> _Data extract_
#####
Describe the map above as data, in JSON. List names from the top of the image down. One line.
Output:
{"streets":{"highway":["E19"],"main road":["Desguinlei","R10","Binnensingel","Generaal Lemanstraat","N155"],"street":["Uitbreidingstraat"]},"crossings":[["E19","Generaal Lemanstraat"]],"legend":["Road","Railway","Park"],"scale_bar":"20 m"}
#####
Write the whole of the data out again exactly as it stands.

Describe the map above as data, in JSON. List names from the top of the image down. One line.
Output:
{"streets":{"highway":["E19"],"main road":["Desguinlei","R10","Binnensingel","Generaal Lemanstraat","N155"],"street":["Uitbreidingstraat"]},"crossings":[["E19","Generaal Lemanstraat"]],"legend":["Road","Railway","Park"],"scale_bar":"20 m"}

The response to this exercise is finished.